##### Provided information #####
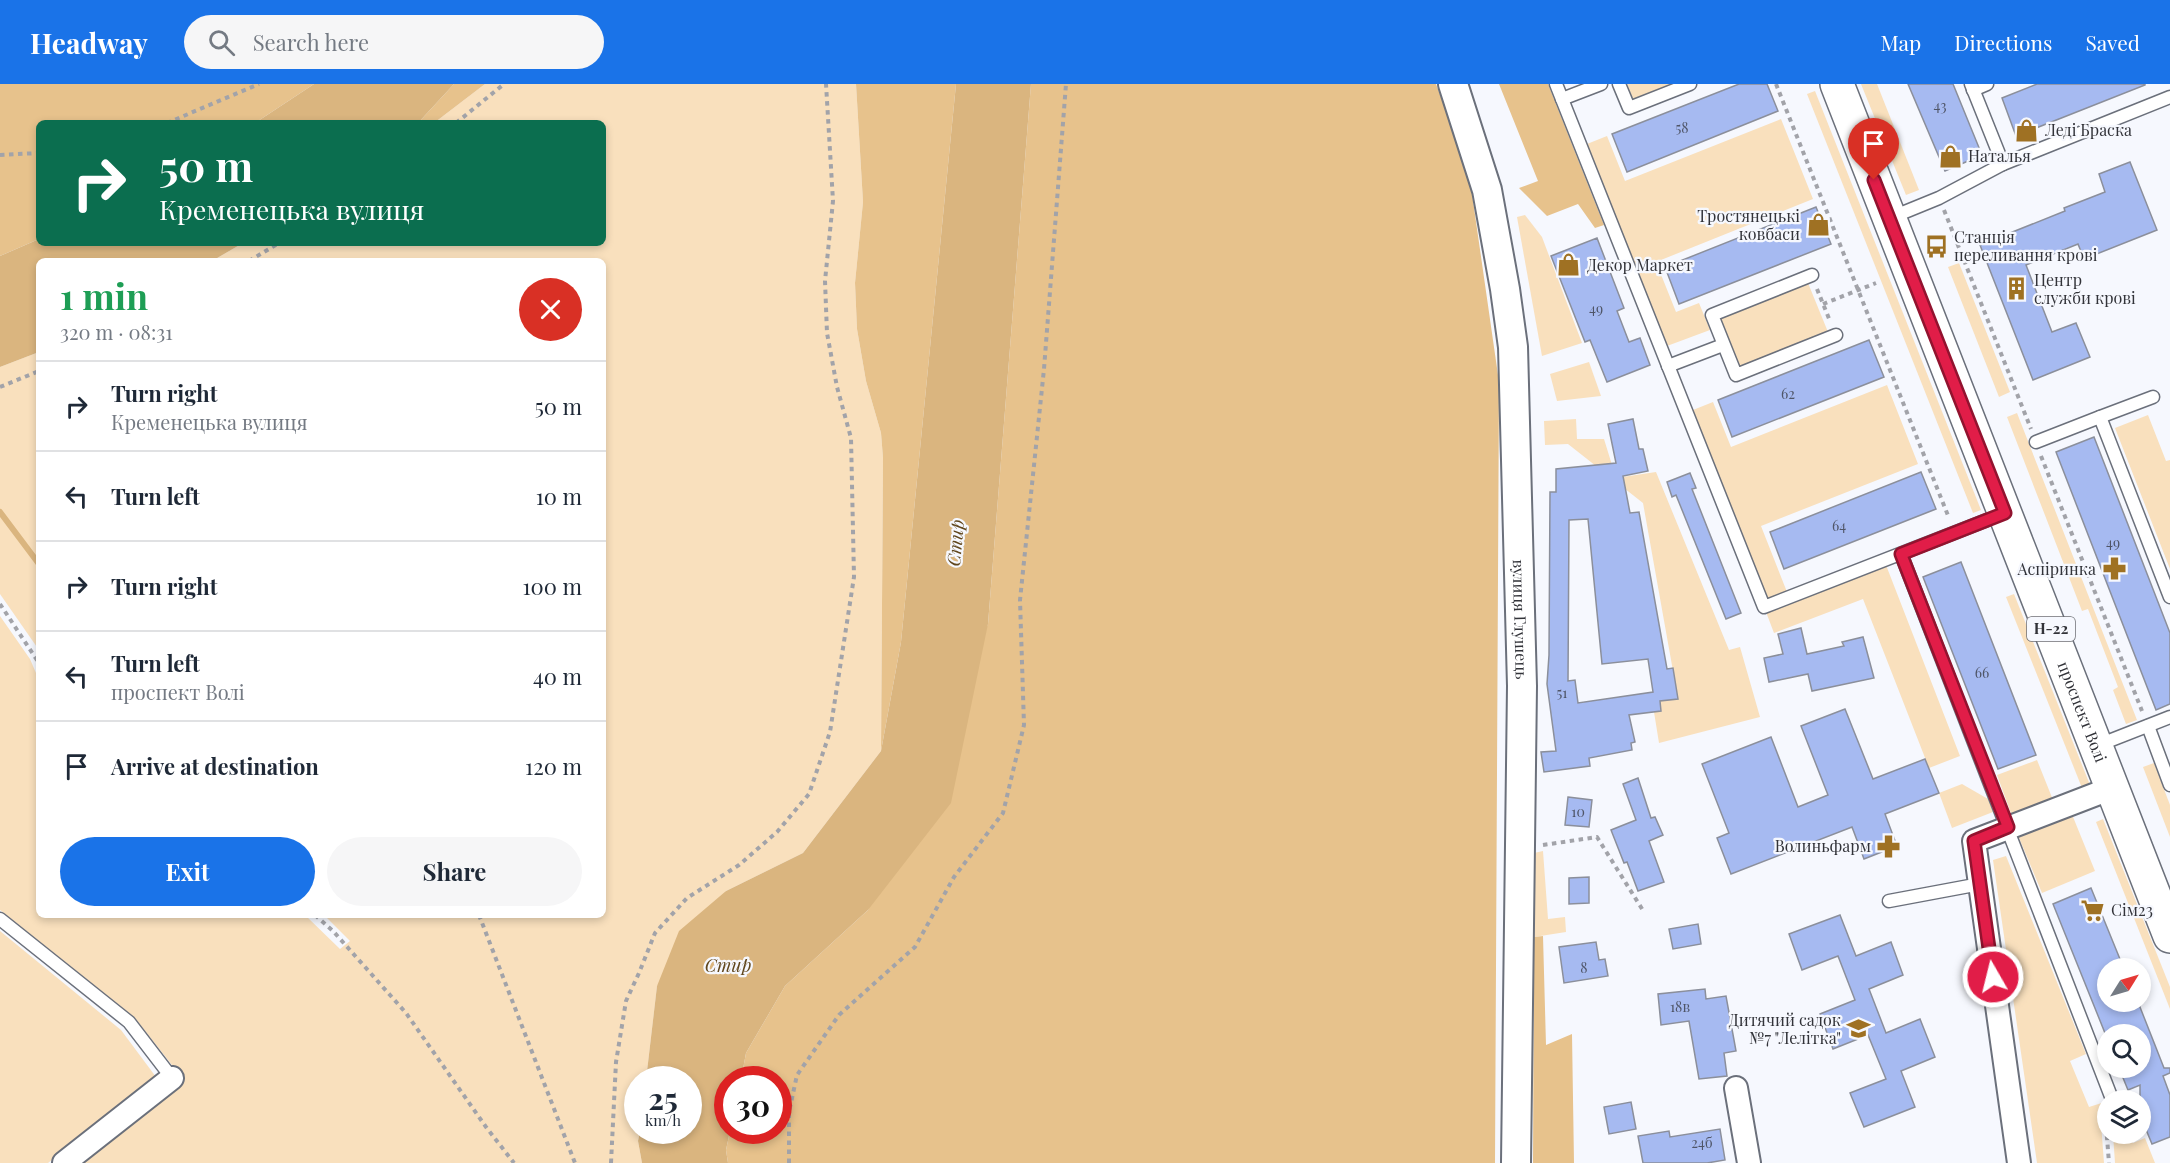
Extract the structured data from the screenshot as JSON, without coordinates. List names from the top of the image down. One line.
{"streets":{"main road":["Н-22","проспект Волі"],"street":["вулиця Глушець"]},"water":["Стир"],"places":{"shop":["Леді Браска","Наталья","Тростянецькі ковбаси","Декор Маркет"],"bus stop":["Станція переливання крові"],"building":["Центр служби крові"],"pharmacy":["Аспіринка","Волиньфарм"],"supermarket":["Сім23"],"school or university":["Дитячий садок №7 \"Лелітка\""]},"house_numbers":["43","58","49","62","64","49","66","51","10","8","18в","24б"],"north":"top right","page":{"header":"Headway","search":"Search here","nav":["Map","Directions","Saved"],"turn":["50 m","Кременецька вулиця"],"heading":["1 min","320 m · 08:31"],"list":[{"name":"Turn right","note":"Кременецька вулиця","value":"50 m"},{"name":"Turn left","value":"10 m"},{"name":"Turn right","value":"100 m"},{"name":"Turn left","note":"проспект Волі","value":"40 m"},{"name":"Arrive at destination","value":"120 m"}],"buttons":["Exit","Share"],"speed":"25 km/h","limit":"30"}}
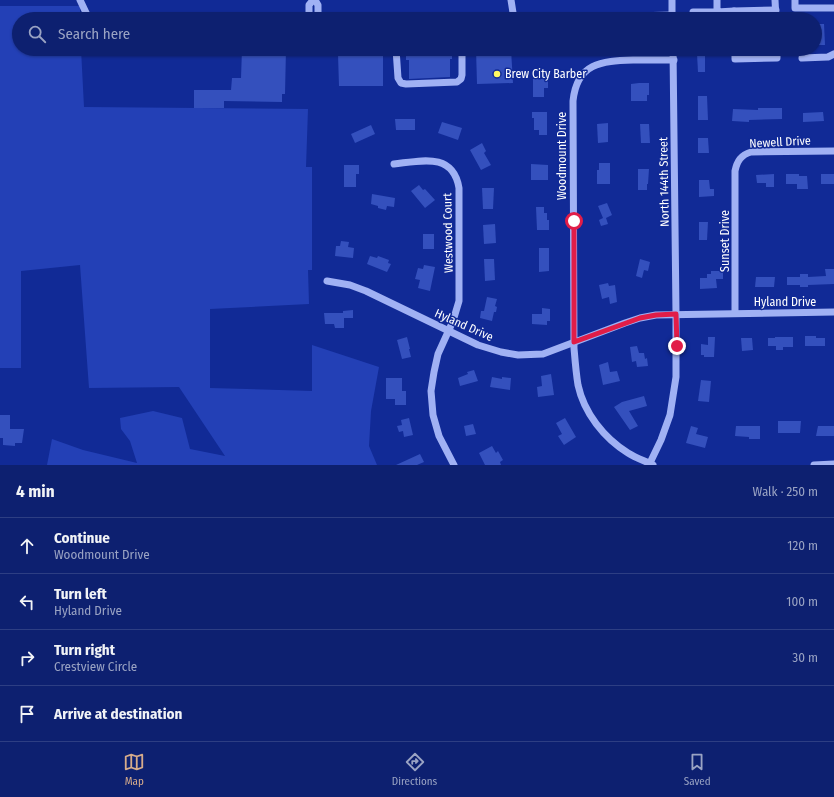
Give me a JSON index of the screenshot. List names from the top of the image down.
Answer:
{
  "streets": {
    "street": [
      "Newell Drive",
      "Woodmount Drive",
      "North 144th Street",
      "Westwood Court",
      "Sunset Drive",
      "Hyland Drive"
    ]
  },
  "crossings": [
    ["Newell Drive", "Sunset Drive"],
    ["Woodmount Drive", "North 144th Street"],
    ["Woodmount Drive", "Hyland Drive"],
    ["North 144th Street", "Hyland Drive"],
    ["Westwood Court", "Hyland Drive"],
    ["Sunset Drive", "Hyland Drive"]
  ],
  "places": ["Brew City Barber"],
  "page": {
    "search": "Search here",
    "heading": ["4 min", "Walk · 250 m"],
    "list": [
      ["Continue", "Woodmount Drive", "120 m"],
      ["Turn left", "Hyland Drive", "100 m"],
      ["Turn right", "Crestview Circle", "30 m"],
      "Arrive at destination"
    ],
    "nav": ["Map", "Directions", "Saved"]
  }
}
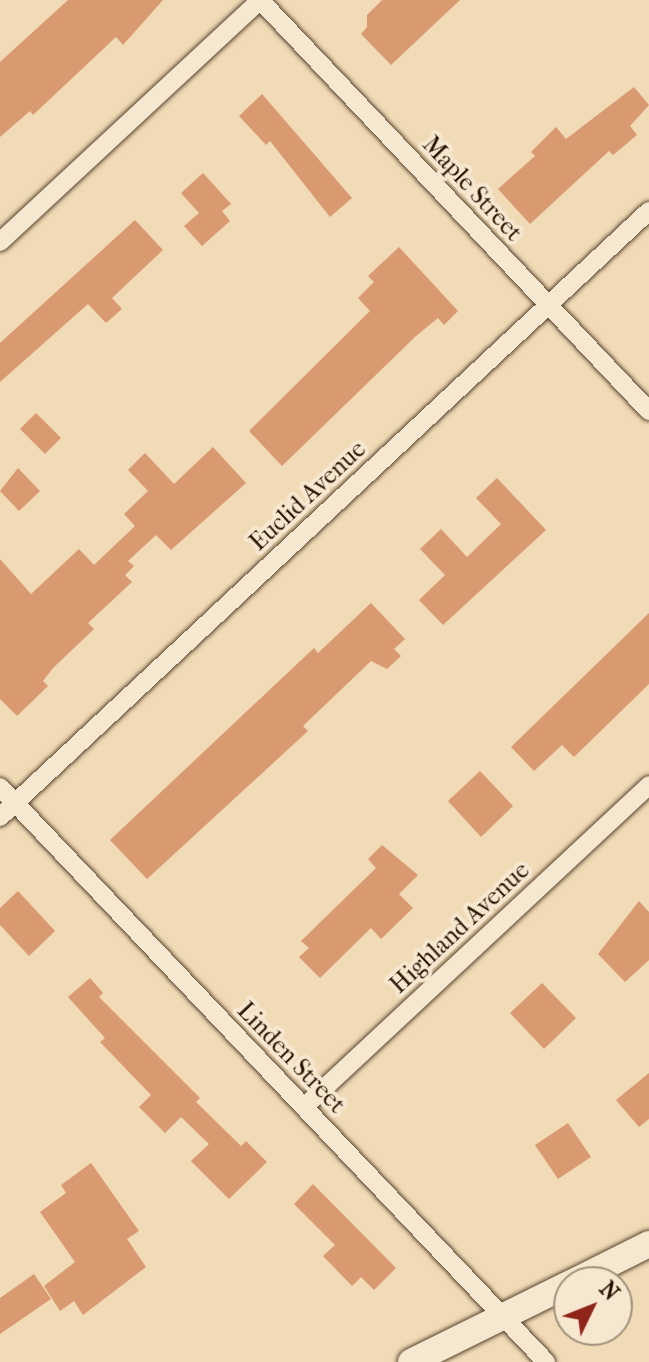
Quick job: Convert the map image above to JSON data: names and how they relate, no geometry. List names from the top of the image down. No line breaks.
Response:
{"streets":{"street":["Maple Street","Euclid Avenue","Highland Avenue","Linden Street"]},"crossings":[["Maple Street","Euclid Avenue"],["Euclid Avenue","Linden Street"],["Highland Avenue","Linden Street"]],"north":"top right"}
#####
• Exercise
The result consists of the line with "Quick job: Convert" through the last line of the entries above, repeated exactly and with nothing else.

• Response
Quick job: Convert the map image above to JSON data: names and how they relate, no geometry. List names from the top of the image down. No line breaks.
Response:
{"streets":{"street":["Maple Street","Euclid Avenue","Highland Avenue","Linden Street"]},"crossings":[["Maple Street","Euclid Avenue"],["Euclid Avenue","Linden Street"],["Highland Avenue","Linden Street"]],"north":"top right"}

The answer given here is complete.